#### EXCERPTED DATA:

■ ■ ■ ■

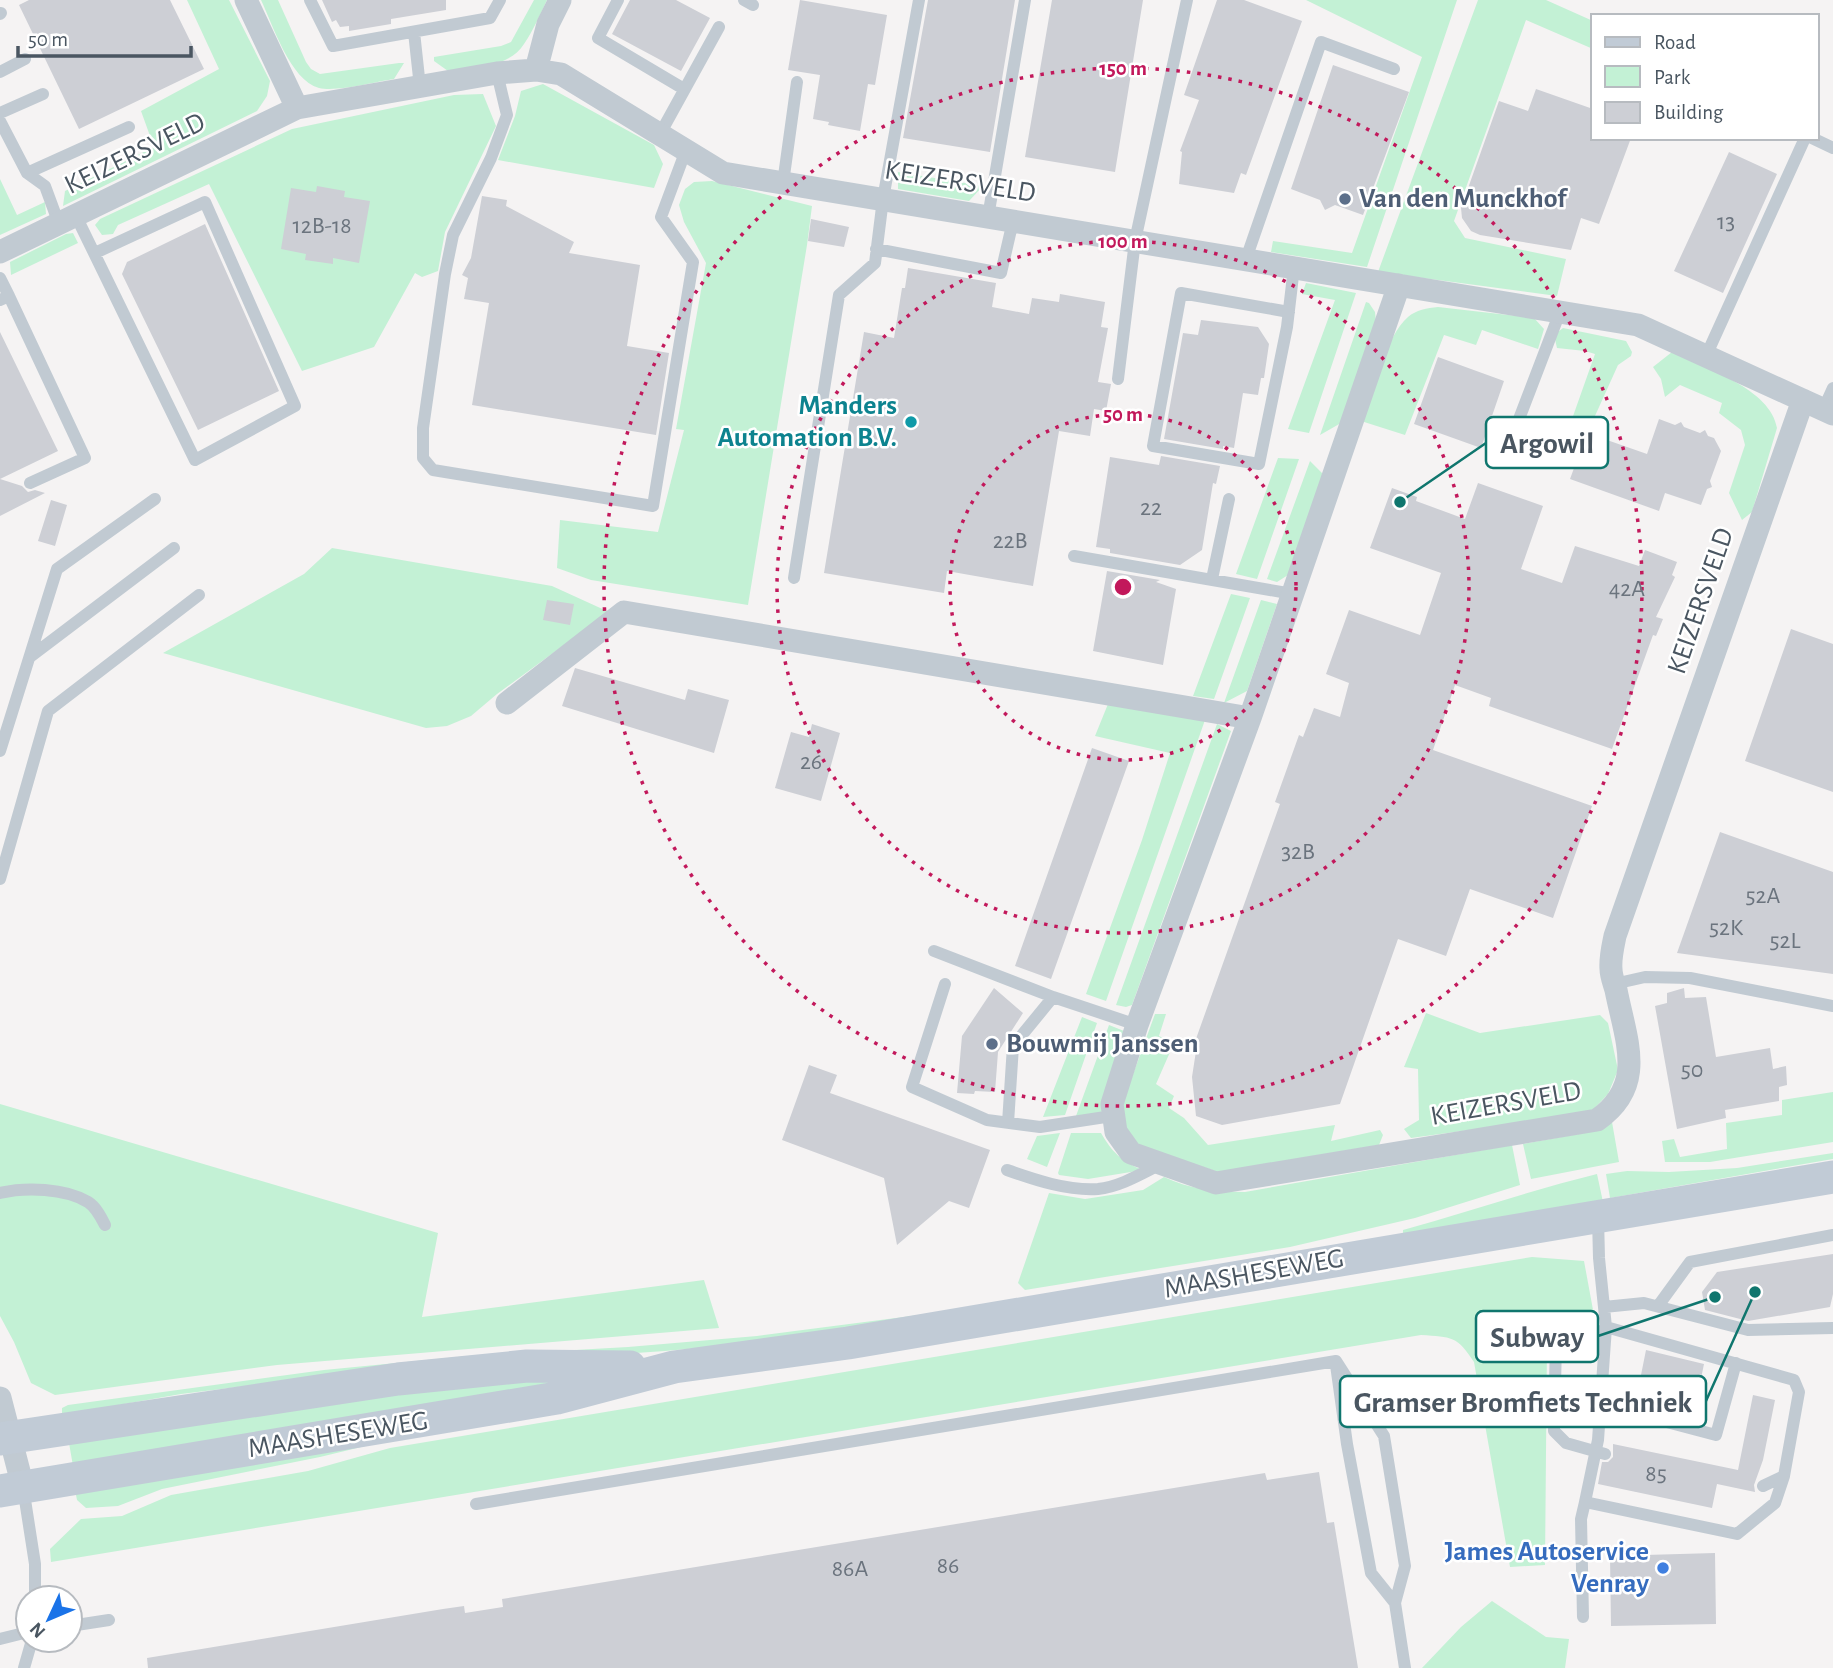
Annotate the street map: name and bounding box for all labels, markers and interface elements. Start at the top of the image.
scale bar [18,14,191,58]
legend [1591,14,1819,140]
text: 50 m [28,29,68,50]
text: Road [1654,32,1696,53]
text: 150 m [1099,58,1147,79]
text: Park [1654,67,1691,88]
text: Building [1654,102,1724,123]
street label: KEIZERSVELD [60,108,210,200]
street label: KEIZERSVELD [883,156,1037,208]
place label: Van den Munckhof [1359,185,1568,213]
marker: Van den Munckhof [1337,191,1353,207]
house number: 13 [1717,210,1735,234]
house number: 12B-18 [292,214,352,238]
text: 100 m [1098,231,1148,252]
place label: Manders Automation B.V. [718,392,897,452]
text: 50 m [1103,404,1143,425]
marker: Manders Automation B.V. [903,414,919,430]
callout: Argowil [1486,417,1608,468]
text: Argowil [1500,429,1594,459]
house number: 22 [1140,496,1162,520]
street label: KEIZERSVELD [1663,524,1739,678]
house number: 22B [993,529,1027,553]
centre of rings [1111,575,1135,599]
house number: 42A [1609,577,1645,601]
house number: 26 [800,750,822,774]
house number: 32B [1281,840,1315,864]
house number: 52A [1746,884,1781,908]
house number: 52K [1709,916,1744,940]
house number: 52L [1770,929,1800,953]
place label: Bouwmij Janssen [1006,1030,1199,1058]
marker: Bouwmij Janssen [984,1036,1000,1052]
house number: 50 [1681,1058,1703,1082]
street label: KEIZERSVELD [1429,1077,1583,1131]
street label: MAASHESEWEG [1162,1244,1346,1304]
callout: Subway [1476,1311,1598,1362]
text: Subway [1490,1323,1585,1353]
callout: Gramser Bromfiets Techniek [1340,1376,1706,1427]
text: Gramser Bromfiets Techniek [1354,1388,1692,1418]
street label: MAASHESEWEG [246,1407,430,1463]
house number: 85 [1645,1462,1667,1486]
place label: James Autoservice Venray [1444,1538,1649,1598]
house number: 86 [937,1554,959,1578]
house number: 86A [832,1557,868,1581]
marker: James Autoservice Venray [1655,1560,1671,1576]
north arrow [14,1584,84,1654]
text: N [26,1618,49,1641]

■ ■ ■ ■

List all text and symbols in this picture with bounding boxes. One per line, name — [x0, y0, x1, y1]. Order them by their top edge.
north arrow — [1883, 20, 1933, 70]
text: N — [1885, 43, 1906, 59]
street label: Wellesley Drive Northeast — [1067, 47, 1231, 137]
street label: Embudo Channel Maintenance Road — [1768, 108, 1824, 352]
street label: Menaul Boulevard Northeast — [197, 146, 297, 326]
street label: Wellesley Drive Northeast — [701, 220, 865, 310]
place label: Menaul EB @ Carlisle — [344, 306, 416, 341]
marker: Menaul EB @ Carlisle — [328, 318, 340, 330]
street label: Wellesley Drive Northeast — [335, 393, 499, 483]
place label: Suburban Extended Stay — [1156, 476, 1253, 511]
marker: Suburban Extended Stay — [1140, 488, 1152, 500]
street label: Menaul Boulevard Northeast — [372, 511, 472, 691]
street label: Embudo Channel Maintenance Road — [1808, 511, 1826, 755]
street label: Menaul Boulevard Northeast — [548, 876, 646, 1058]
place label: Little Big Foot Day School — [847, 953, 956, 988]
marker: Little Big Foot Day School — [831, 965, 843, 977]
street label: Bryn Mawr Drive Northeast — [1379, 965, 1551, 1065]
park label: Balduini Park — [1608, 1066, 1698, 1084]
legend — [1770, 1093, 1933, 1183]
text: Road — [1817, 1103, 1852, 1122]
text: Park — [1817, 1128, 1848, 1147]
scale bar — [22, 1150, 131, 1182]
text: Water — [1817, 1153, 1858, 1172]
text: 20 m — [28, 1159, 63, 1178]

■ ■ ■ ■

#### DESCRIPTION OF THE TASK:
From the entries, copy every line in which the string "Drive" can be found.

#### RESULT OF THIS EXERCISE:
street label: Wellesley Drive Northeast — [1067, 47, 1231, 137]
street label: Wellesley Drive Northeast — [701, 220, 865, 310]
street label: Wellesley Drive Northeast — [335, 393, 499, 483]
street label: Bryn Mawr Drive Northeast — [1379, 965, 1551, 1065]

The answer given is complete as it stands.